Cardina: A quote that, I don't remember who said it, maybe you do, but in the book, it says that if you've seen one pandemic, you've seen one pandemic. That really stuck with me. Who said that?
Horton: It's a guy called Adam Kucharski. He's a mathematical modeler at the London School of Hygiene and Tropical Medicine and he studied lots of epidemics, and they're all different. You can draw some lessons, general lessons, but by and large, when you get down to the detail, everyone is different.

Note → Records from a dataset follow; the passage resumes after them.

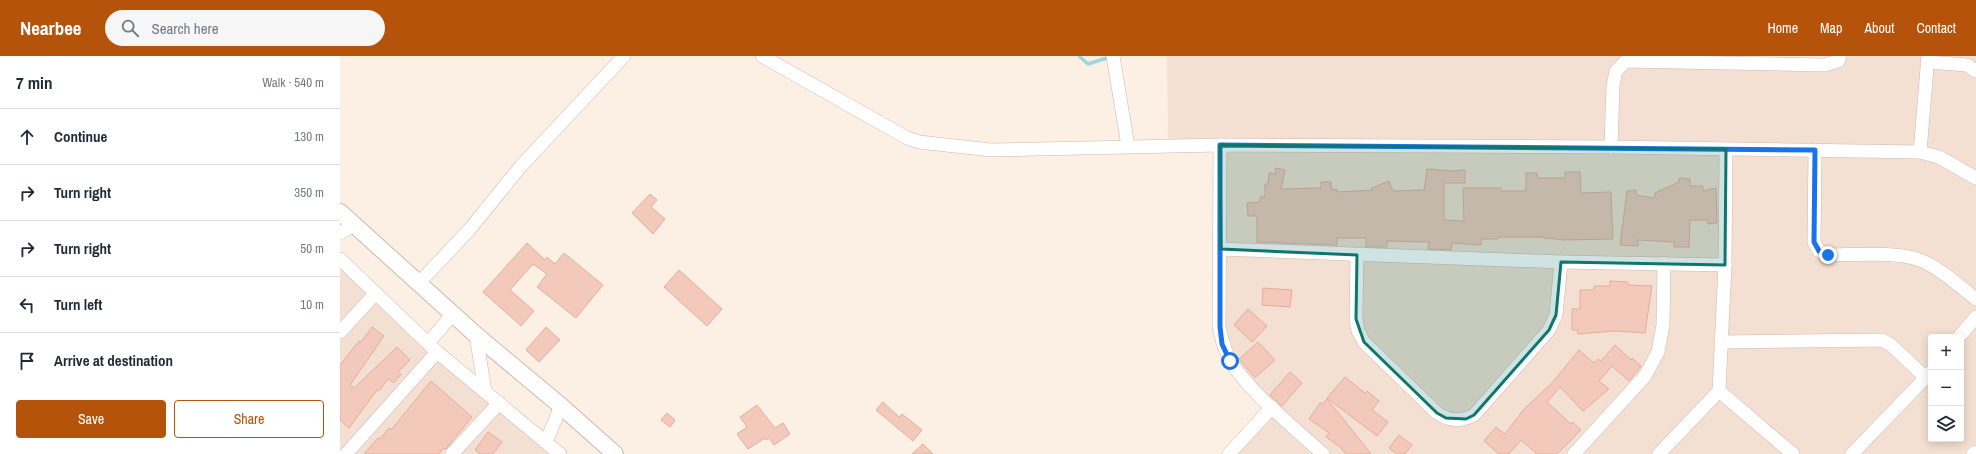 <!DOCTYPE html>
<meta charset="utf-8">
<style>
:root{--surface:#fff;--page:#f6f6f7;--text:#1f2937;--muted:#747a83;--line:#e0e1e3;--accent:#b45309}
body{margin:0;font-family:"Archivo Narrow",sans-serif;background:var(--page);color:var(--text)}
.controls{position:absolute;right:12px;bottom:12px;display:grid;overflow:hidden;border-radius:4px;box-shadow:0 2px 10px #0003}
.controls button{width:36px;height:36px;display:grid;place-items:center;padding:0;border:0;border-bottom:1px solid var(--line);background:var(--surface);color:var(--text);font:20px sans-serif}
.stop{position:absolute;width:12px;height:12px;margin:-9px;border:3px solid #1a73e8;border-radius:50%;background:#fff}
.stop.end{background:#1a73e8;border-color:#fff;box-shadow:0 1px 4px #0008}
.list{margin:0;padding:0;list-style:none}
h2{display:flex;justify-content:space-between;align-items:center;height:52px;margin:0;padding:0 16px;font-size:17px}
h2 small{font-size:13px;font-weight:400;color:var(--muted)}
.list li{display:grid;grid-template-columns:26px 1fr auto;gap:12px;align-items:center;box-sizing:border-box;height:56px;padding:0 16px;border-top:1px solid var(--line)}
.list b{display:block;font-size:15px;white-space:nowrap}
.list em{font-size:13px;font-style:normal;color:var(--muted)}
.actions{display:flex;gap:8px;padding:12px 16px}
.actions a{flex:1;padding:9px 0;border:1px solid var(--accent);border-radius:4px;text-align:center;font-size:14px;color:var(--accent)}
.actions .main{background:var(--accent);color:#fff}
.icon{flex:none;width:22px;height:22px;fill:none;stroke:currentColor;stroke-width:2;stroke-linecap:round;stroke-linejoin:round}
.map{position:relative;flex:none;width:1636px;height:398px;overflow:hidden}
header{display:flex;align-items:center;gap:24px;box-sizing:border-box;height:56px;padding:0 20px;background:var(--accent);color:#fff}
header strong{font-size:19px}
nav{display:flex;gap:22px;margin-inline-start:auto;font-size:14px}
.search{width:280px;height:36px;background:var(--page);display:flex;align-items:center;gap:10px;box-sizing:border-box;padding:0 14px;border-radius:22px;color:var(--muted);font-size:15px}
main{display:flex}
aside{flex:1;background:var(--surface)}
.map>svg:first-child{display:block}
.residential{fill:#f4e0d2;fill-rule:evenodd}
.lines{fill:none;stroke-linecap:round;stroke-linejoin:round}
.stream{stroke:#9ed7d8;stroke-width:3.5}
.building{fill:#f2c9bb;stroke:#e5ad9b}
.minor-casing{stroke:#d0b7ad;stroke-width:14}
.tertiary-casing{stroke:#d0b7ad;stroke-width:18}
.minor{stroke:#fff;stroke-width:13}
.tertiary{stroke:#fff;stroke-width:16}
.route{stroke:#1a73e8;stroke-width:5}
.marked{fill:#0f766e;fill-opacity:0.2;stroke:#0f766e;stroke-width:3;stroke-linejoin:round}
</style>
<header>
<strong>Nearbee</strong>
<div class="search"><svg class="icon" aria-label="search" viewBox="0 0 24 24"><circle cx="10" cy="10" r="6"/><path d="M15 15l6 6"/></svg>Search here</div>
<nav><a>Home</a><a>Map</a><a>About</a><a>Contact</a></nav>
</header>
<main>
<aside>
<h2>7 min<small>Walk · 540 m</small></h2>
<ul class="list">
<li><svg class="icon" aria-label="ahead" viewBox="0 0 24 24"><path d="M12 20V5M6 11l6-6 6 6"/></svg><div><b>Continue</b></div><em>130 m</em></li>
<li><svg class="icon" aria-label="right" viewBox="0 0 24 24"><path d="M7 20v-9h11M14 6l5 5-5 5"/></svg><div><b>Turn right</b></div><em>350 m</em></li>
<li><svg class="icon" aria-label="right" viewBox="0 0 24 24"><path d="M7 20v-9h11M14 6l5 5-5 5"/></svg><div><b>Turn right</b></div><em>50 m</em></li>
<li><svg class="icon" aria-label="left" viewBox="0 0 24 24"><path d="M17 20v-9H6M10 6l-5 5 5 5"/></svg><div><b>Turn left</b></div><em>10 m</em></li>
<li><svg class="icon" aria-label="arrive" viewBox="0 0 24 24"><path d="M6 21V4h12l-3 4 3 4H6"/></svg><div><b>Arrive at destination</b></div></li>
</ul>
<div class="actions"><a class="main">Save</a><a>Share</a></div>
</aside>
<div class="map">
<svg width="1636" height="398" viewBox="0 0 1636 398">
<rect width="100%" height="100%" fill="#fcefe3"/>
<g class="residential">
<path d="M827,0H1398L1399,10L1483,14L1503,0H1636V398H893L937,348L905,321L885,283L882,84L828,83ZM1591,281H1621V383H1591Z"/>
<polygon points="0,212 97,303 212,398 0,398"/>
</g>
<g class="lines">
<polyline class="stream" points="739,0 748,8 770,1"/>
</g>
<g class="building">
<polygon points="936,112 945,114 941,133 981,132 981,126 991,126 992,134 997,133 997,136 1033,134 1032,132 1049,125 1053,135 1084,134 1087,113 1111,115 1125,114 1125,127 1104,127 1104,164 1124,165 1123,132 1161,132 1161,135 1186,135 1186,117 1197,117 1197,122 1225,122 1225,116 1240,116 1241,137 1271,136 1273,183 1224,184 1198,181 1158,181 1158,183 1141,183 1141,189 1112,187 1111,194 1088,193 1089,186 1047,185 1047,191 1026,191 1026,182 997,182 997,189 917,186 917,160 908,160 907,147 920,146 920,141 925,140 925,128 928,128 929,117 935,118"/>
<polygon points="1339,122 1350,123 1350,130 1363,130 1363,135 1376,132 1377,167 1368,168 1368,164 1350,164 1349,191 1334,191 1334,186 1298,184 1298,190 1280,189 1287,135 1296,134 1296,139 1314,142 1315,137 1339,126"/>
<polygon points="310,138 317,144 311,151 325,163 313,178 292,157"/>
<polygon points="187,187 205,204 207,201 215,208 224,197 263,229 236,262 197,231 207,218 193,208 170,234 194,255 181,270 143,236"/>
<polygon points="339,214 382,253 367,270 324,231"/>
<polygon points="1270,225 1288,226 1288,229 1312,230 1305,277 1275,275 1238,278 1237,274 1232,274 1232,253 1240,253 1240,234 1254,234 1254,230 1270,230"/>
<polygon points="923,232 952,234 950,251 922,249"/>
<polygon points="908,253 927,270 912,286 894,269"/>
<polygon points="32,271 44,280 10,329 14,332 57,291 70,304 58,316 61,318 54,327 48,323 39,335 37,334 9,372 0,364 0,309 19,285 21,286"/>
<polygon points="206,271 220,284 199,306 186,294"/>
<polygon points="918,286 935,304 915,322 899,303"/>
<polygon points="1275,289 1291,304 1292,302 1301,310 1289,325 1272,310 1259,325 1269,333 1243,355 1220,331 1207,346 1231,368 1233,366 1241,374 1217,398 1197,398 1181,384 1169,398 1159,398 1144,385 1156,371 1165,378 1184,353 1212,327 1239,294 1254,307 1258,303 1261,305"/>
<polygon points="950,316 962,327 942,350 930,339"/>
<polygon points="1005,321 1025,337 1027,335 1039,345 1032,354 1048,366 1037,380 987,342"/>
<polygon points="91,325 132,361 106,393 104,392 99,398 24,398 38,382 40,383 49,372 51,374"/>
<polygon points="987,343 996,354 1031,398 1006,398 1000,391 986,381 989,377 969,363 980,347 982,348"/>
<polygon points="543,346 559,361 562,358 582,374 573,385 536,354"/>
<polygon points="417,349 435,372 443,367 450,378 434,389 429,382 426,384 425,382 408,393 397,378 407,371 400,361"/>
<polygon points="327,357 335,364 330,371 321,364"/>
<polygon points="148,376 162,386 153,398 140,398 135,394"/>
<polygon points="1059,379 1072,389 1065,398 1057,398 1049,392"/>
<polygon points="583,388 593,398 572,398"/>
</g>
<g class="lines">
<defs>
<g id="minor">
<polyline points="422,0 567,82 579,86 651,94 880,89 1271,91 1580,96 1599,101 1636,122"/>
<polyline points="773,0 788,90"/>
<polyline points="1587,6 1627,9 1636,15"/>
<path d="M880,89L879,271C882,283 884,295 891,306C912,339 954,371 983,398"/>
<polyline points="1271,91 1273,30 1276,15 1286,5 1484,9 1498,5 1500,0"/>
<path d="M1475,94L1474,186L1479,195L1488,199C1514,199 1557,195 1580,204C1600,212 1619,230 1636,243"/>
<polyline points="1580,96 1588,0"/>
<polyline points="0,177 14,169"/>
<polyline points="881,193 1221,206 1385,209 1386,93"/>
<path d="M1017,199L1016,263L1018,275L1024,286L1097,357C1110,365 1120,366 1134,359L1209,274L1216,259L1221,206"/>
<polyline points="0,203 97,296 220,398"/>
<polyline points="79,227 129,174 181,110 284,0"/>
<polyline points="0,276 35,238"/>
<polyline points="136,279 145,335"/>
<polyline points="1619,281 1636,261"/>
<polyline points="1381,286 1542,284 1551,289 1586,322"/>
<polyline points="88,287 113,258"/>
<polyline points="1379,335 1453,398"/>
<polyline points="206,386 221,350"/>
<polyline points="6,398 97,296"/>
<polyline points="112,398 159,347"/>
<polyline points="889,398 932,351"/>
<polyline points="1234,398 1305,320 1318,296 1323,269 1324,207"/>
<polyline points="1319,398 1379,335 1385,209"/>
<polyline points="1512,398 1591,316"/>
<polyline points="1633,398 1636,396"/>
</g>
<polyline id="tertiary" points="0,156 136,279 221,350 275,398"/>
</defs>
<use href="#minor" class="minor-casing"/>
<use href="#tertiary" class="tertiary-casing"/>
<use href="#minor" class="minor"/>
<use href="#tertiary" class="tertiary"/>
</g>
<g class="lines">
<polyline class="route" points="890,305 882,288 880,271 880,89 1475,94 1474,186 1479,195 1488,199"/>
</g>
<path class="marked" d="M880,89L1386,93L1385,209L1221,206L1216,259L1209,274L1134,359L1126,363L1106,362L1097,357L1024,286L1016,263L1017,199L881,193Z"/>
</svg>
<div class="controls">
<button>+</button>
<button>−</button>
<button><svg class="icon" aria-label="layers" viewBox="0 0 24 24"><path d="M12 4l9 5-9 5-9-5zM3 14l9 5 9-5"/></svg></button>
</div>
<div class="stop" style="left:890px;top:305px"></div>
<div class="stop end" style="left:1488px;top:199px"></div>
</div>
</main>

Cardina: Yeah, absolutely. Talking about all the different vaccine candidates that we'll have data coming up soon, I'm curious about and I think our readers are curious, too, or viewers. We've gotten a couple of questions. When you look at the vaccines that are in phase 3, are there any that are taking a particular approach that you think is most compelling, whether it's mRNA, DNA, weakened virus? Any thoughts on that?
Horton: That's a hotly debated subject. Some of the, shall we say, fancier vaccines, that's the mRNA vaccines, I mean, they are technologically the most advanced, but some people believe that may be the good old-fashioned approach might be less exciting, technically, the science may not be as advanced, but actually they might work more effectively. That's the inactivated viral vaccines. That's a big, big debate. Is it the smart science that's going to win or is it the tried and tested rather old-fashioned, decades old approach? Another debate is over what's called the adenoviral vectors. One way of getting immunity is you basically stick parts of the coronavirus onto another virus, what's called an adenovirus, and if you give those two adjunct together, then the adenovirus is very effective at getting the coronavirus into the human body. Now the debate is, what sort of adenovirus should you have? The Oxford Group have used a chimpanzee adenovirus, the Russian group have used a human adenovirus, and the Russian team has been very vocal about saying that the human adenovirus is going to be a much more effective vector means of getting the coronavirus antigen into the human body. We don't know. These are speculations at the moment, and it's going to take us until the end of the year to find out the answer.